Tutorial 2: Genetic Determinants of Neuronal Morphology

We will illustrate the utility of the Laplacian score in identifying genes that contribute to the neuronal plasticity in the C. elegans. This example utilizes a dataset consisting of 799 3D neuronal reconstructions of the C.elegans DVB neuron across various mutant and control strains during days 1 to 5 of adulthood. The dataset can be downloaded from the following folder. In this tutorial we assume that the SWC files are located in the folder CAJAL/data_worm/swc. The DVB neuron is an excitatory GABAergic motor interneuron located in the dorso-rectal ganglion of the worm, and is known to undergo post-developmental neurite outgrowth in males. This outgrowth alters the neuron’s morphology and synaptic connectivity, contributing to changes in the spicule protraction step of male mating behavior. More information about this dataset can be found at:

To begin our analysis, we calculate the Gromov-Wasserstein distance between each pair of cells. For the sake of time, here we just sample 50 points per cell. This computation typically requires 20-30 minutes to complete on a standard desktop computer. A larger number of sampled points would offer better results, but would also increase the computing time.

[2]:
import cajal.sample_swc
import cajal.swc
import cajal.run_gw

cajal.sample_swc.compute_icdm_all_geodesic(
    infolder="CAJAL/data_worm/swc/",
    out_csv="CAJAL/data_worm/c_elegans_icdm.csv",
    preprocess=cajal.swc.preprocessor_geo(
        structure_ids="keep_all_types"),
    n_sample=50,
    num_processes=8)  # num_processes can be set to the number of cores on your machine

cajal.run_gw.compute_gw_distance_matrix(
    "CAJAL/data_worm/c_elegans_icdm.csv",
    "CAJAL/data_worm/c_elegans_gw_dist.csv",
    num_processes=8)
100%|████████████████████████████████████████████████████████████████████████████████▉| 798/799 [00:31<00:00, 25.03it/s]
100%|█████████████████████████████████████████████████████████████████████████| 318801/318801 [02:09<00:00, 2460.13it/s]
[2]:
(array([[0.        , 5.11936112, 3.68814622, ..., 4.50253393, 3.74849009,
         2.41605872],
        [5.11936112, 0.        , 4.16953034, ..., 5.1718854 , 3.86677755,
         3.06617002],
        [3.68814622, 4.16953034, 0.        , ..., 5.37682889, 3.85930797,
         2.66918667],
        ...,
        [4.50253393, 5.1718854 , 5.37682889, ..., 0.        , 3.52210097,
         4.01724968],
        [3.74849009, 3.86677755, 3.85930797, ..., 3.52210097, 0.        ,
         3.07758098],
        [2.41605872, 3.06617002, 2.66918667, ..., 4.01724968, 3.07758098,
         0.        ]]),
 None)

We can generate a UMAP plot that visualizes the cell morphology space, with each point colored according to the age of each worm in days. The metadata for each neuron in this example is provided in the file CAJAL/data/c_elegans_features.csv, which can be found in the GitHub repository of CAJAL. This metadata includes information such as the age of the worm in days and the genotype of each gene (0: wild-type; 1: mutant).

[1]:
import plotly.io as pio
pio.renderers.default = 'iframe'

import cajal.utilities
import umap
import pandas
import plotly.express

# Read GW distance matrix
cells, gw_dist_dict = cajal.utilities.read_gw_dists("CAJAL/data_worm/c_elegans_gw_dist.csv", header=True)
gw_dist = cajal.utilities.dist_mat_of_dict(gw_dist_dict, cells)

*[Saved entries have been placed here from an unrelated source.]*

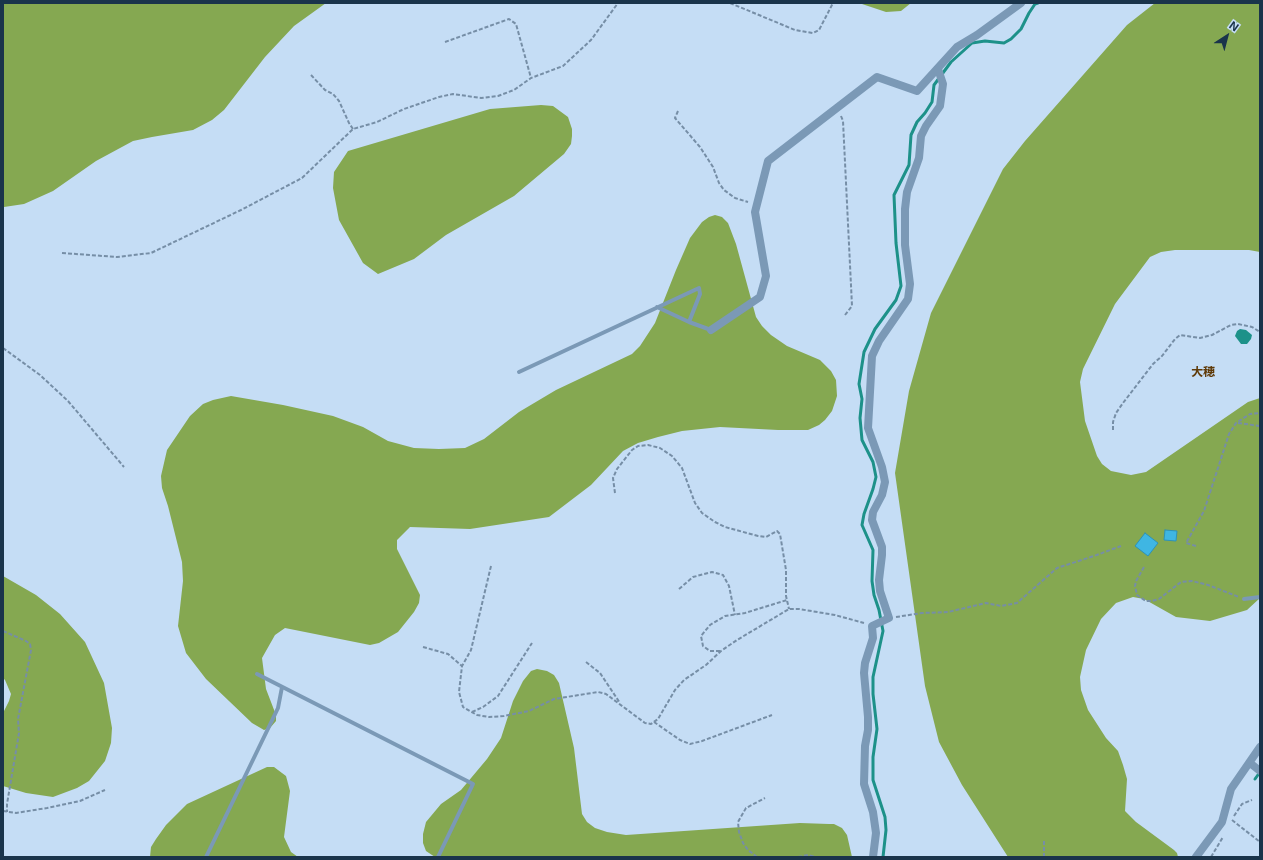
<!DOCTYPE html>
<meta charset="utf-8">
<style>
body{margin:0}
#map{position:relative;width:1263px;height:860px;overflow:hidden;background:#c5ddf5;font-family:Inter,sans-serif}
canvas{display:block}
.frame{position:absolute;inset:0;border:4px solid #1a344b;pointer-events:none}
.north{position:absolute;left:1207px;top:16px;width:40px;height:40px;-webkit-text-stroke:3px #c5ddf5;paint-order:stroke;rotate:36deg;font-size:11px;font-weight:700;line-height:16px;text-align:center;color:#1a344b}
.north::after{content:'';display:block;margin:auto;width:14px;height:18px;background:#1a344b;clip-path:polygon(50% 0,100% 100%,50% 72%,0 100%)}
</style>
<div id="map">
<canvas width="1263" height="860"></canvas>
<div class="frame"></div>
<div class="north">N</div>
</div>
<script>
const g = document.querySelector('canvas').getContext('2d');
g.lineJoin = 'round';
function fillPath(path, color) { g.fillStyle = color; g.fill(path, 'evenodd'); }
const poly = rows => new Path2D(rows.map(r => 'M' + r).join(''));
function trace(path, color, width, dash) { g.strokeStyle = color; g.lineWidth = width; g.lineCap = dash ? 'butt' : 'round'; g.setLineDash(dash || []); g.stroke(path); }
function write(font, color, halo, rows, align = 'center') {
  g.font = font + ' Inter,"Noto Sans JP",sans-serif'; g.lineWidth = 3.5; g.setLineDash([]); g.textBaseline = 'middle'; g.strokeStyle = halo; g.fillStyle = color; for (const [text, x, y, turn = 0] of rows) {
    g.save(); g.translate(x, y); g.rotate((+turn || 0) * Math.PI / 180); g.textAlign = isNaN(turn) ? turn : align; if (halo) g.strokeText(text, 0, 0); g.fillText(text, 0, 0); g.restore();
  }
}
const forest = poly([
 [3,3,326,3,294,26,265,57,224,110,212,120,193,130,152,137,133,141,96,161,53,191,24,204,4,207],
 [859,3,911,3,901,11,886,12],
 [1155,3,1260,3,1260,252,1249,250,1175,250,1161,252,1150,257,1115,304,1083,369,1080,382,1085,421,1097,456,1102,464,1111,471,1131,475,1146,472,1248,402,1260,398,1260,598,1247,610,1210,621,1176,617,1144,599,1133,597,1116,603,1101,619,1086,650,1080,677,1081,690,1088,710,1106,738,1118,751,1123,765,1127,779,1125,811,1136,822,1174,850,1177,853,1178,857,1008,857,962,785,939,742,925,686,895,473,909,391,931,313,1003,169,1025,141,1127,25],
 [541,105,553,106,568,117,572,129,572,136,571,144,564,154,514,196,446,235,414,259,378,274,363,263,339,220,333,188,334,172,348,151,490,109],
 [715,215,722,217,728,223,736,244,756,317,762,326,771,335,787,346,820,360,831,371,836,380,837,396,832,411,825,420,819,425,808,430,778,430,720,427,682,431,658,437,638,443,623,451,591,485,549,517,470,529,410,527,397,540,397,549,420,595,419,603,414,612,398,632,379,643,370,645,285,628,275,635,262,658,266,689,276,715,276,721,270,728,264,730,252,723,206,679,186,653,178,626,183,581,182,562,168,506,162,488,161,476,167,450,190,416,203,404,213,400,231,396,283,405,333,416,363,427,388,441,414,448,439,449,465,448,484,439,519,412,556,390,632,354,640,346,655,323,676,270,690,238,702,222,709,217],
 [3,576,36,595,60,614,85,642,104,683,112,728,111,743,105,761,89,781,77,788,53,797,26,793,3,786,3,713,9,701,11,694,5,680,3,678],
 [537,669,547,671,554,675,559,683,574,748,582,814,587,822,595,828,607,832,626,835,800,823,829,824,834,824,842,828,847,835,852,857,435,857,426,851,423,843,423,834,426,822,441,804,461,790,487,759,501,738,513,701,523,681,531,671],
 [267,767,274,767,286,776,290,791,284,837,291,852,298,857,150,857,151,847,156,839,166,825,187,804]
]);
const water = poly([
 [1240,329,1246,330,1252,335,1251,339,1247,344,1241,344,1235,336,1237,331]
]);
const stream = poly([
 [1255,779,1260,772],
 [883,857,886,830,885,817,873,780,873,757,877,729,873,694,873,677,883,631,879,610,874,595,872,581,873,550,862,525,864,514,873,489,876,477,873,462,862,440,860,418,862,399,859,384,864,352,875,329,896,300,901,286,896,243,894,195,909,165,911,135,917,122,925,113,932,102,934,85,951,62,972,43,985,41,1004,43,1011,39,1021,29,1029,13,1035,4,1038,3]
]);
const building = poly([
 [1165,530,1177,531,1176,541,1164,540,1165,530],
 [1145,533,1158,543,1148,556,1135,546,1145,533]
]);
const path = poly([
 [730,3,795,30,813,33,819,30,833,3],
 [445,42,509,19,516,24,531,78],
 [311,75,325,90,333,94,339,101,349,123,353,129],
 [678,111,675,118,700,147,713,167,719,183,724,190,735,198,748,202],
 [841,116,843,121,852,306,845,315],
 [62,253,117,257,151,253,241,210,302,178,353,129,377,122,404,109,439,97,453,94,481,98,498,96,514,90,531,78,563,66,591,40,618,3],
 [3,348,40,375,68,401,124,467],
 [1238,423,1260,426],
 [1113,430,1113,422,1116,413,1123,403,1153,364,1162,356,1175,339,1180,335,1200,338,1212,335,1231,325,1238,324,1252,327,1260,332],
 [615,493,613,478,617,469,632,450,638,446,648,445,660,448,672,456,682,468,695,503,702,513,715,522,725,527,758,536,766,537,777,531,780,534,786,570,786,596,789,609],
 [1196,546,1186,543,1204,511,1229,434,1236,423,1250,414,1260,413],
 [491,566,471,650,462,666,459,692,463,707,477,715,489,717,504,716,529,711,554,699,598,692,606,694,645,723,651,724,658,719,675,690,684,680,706,665,721,651,737,640,789,609,799,609,835,615,864,623],
 [1144,567,1136,581,1135,586,1137,595,1146,601,1152,601,1159,599,1181,582,1192,581,1208,585,1239,597],
 [679,589,693,577,712,572,723,575,729,586,735,615],
 [896,617,922,613,948,612,986,603,1001,606,1017,603,1057,568,1094,556,1121,546],
 [3,631,26,641,30,644,31,650,18,719,19,733,7,804,7,812],
 [423,647,448,654,462,666],
 [720,651,710,651,703,646,701,636,710,625,725,616,745,613,787,600],
 [586,662,600,673,620,703],
 [472,712,483,707,498,696,532,643],
 [654,722,680,740,690,744,702,741,772,715],
 [3,811,16,813,47,808,80,801,105,790],
 [1234,816,1242,804,1252,800],
 [1232,820,1260,842],
 [757,857,748,850,743,843,739,832,738,822,746,808,765,798],
 [798,857,808,855,816,857],
 [1044,857,1044,839],
 [1211,857,1223,837]
]);
const lane = poly([
 [657,307,689,322],
 [519,372,699,288,700,294,689,322,711,330],
 [1244,599,1260,597],
 [257,674,473,784,438,857],
 [206,857,278,708,282,687]
]);
const street = poly([
 [711,330,760,297,766,276,755,212,768,161,877,77,917,91,957,47,977,35,1021,3],
 [1250,763,1260,771],
 [873,857,876,833,873,812,864,784,865,746,868,730,868,717,864,673,865,663,873,638,872,626,889,618,880,591,879,580,882,555,882,547,872,520,873,512,882,495,885,482,882,467,868,428,872,356,879,341,908,299,910,284,905,245,905,209,907,192,919,158,921,136,926,126,940,106,943,84,938,69],
 [1196,857,1222,822,1231,789,1260,747]
]);
const quarterNames = [
 ["大穂",1203,372]
];
fillPath(forest, '#85a851');
fillPath(water, '#1d9189');
trace(stream, '#1d9189', 3);
fillPath(building, '#3fb6e3');
trace(building, '#2e92b8', 1);
trace(path, '#768ea6', 2, [4, 2]);
trace(lane, '#7b99b6', 4);
trace(street, '#7b99b6', 8);
write('bold 12px', '#5f3a08', '#c5ddf5', quarterNames);
</script>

# Compute UMAP representation
reducer = umap.UMAP(metric="precomputed", random_state=1)
embedding = reducer.fit_transform(gw_dist)

# Download metadata
metadata = pandas.read_csv("CAJAL/data_worm/c_elegans_features.csv", index_col = "cell_name")

# Visualize UMAP
plotly.express.scatter(x=embedding[:,0],
                       y=embedding[:,1],
                       template="simple_white",
                       hover_name=[m + ".swc" for m in cells],
                       color = [str(m) for m in metadata["day"]])
2023-07-20 21:18:46.439529: I tensorflow/core/platform/cpu_feature_guard.cc:193] This TensorFlow binary is optimized with oneAPI Deep Neural Network Library (oneDNN) to use the following CPU instructions in performance-critical operations:  SSE4.1 SSE4.2 AVX AVX2 FMA
To enable them in other operations, rebuild TensorFlow with the appropriate compiler flags.
/opt/conda/lib/python3.10/site-packages/umap/umap_.py:1780: UserWarning: using precomputed metric; inverse_transform will be unavailable
  warn("using precomputed metric; inverse_transform will be unavailable")
OMP: Info #276: omp_set_nested routine deprecated, please use omp_set_max_active_levels instead.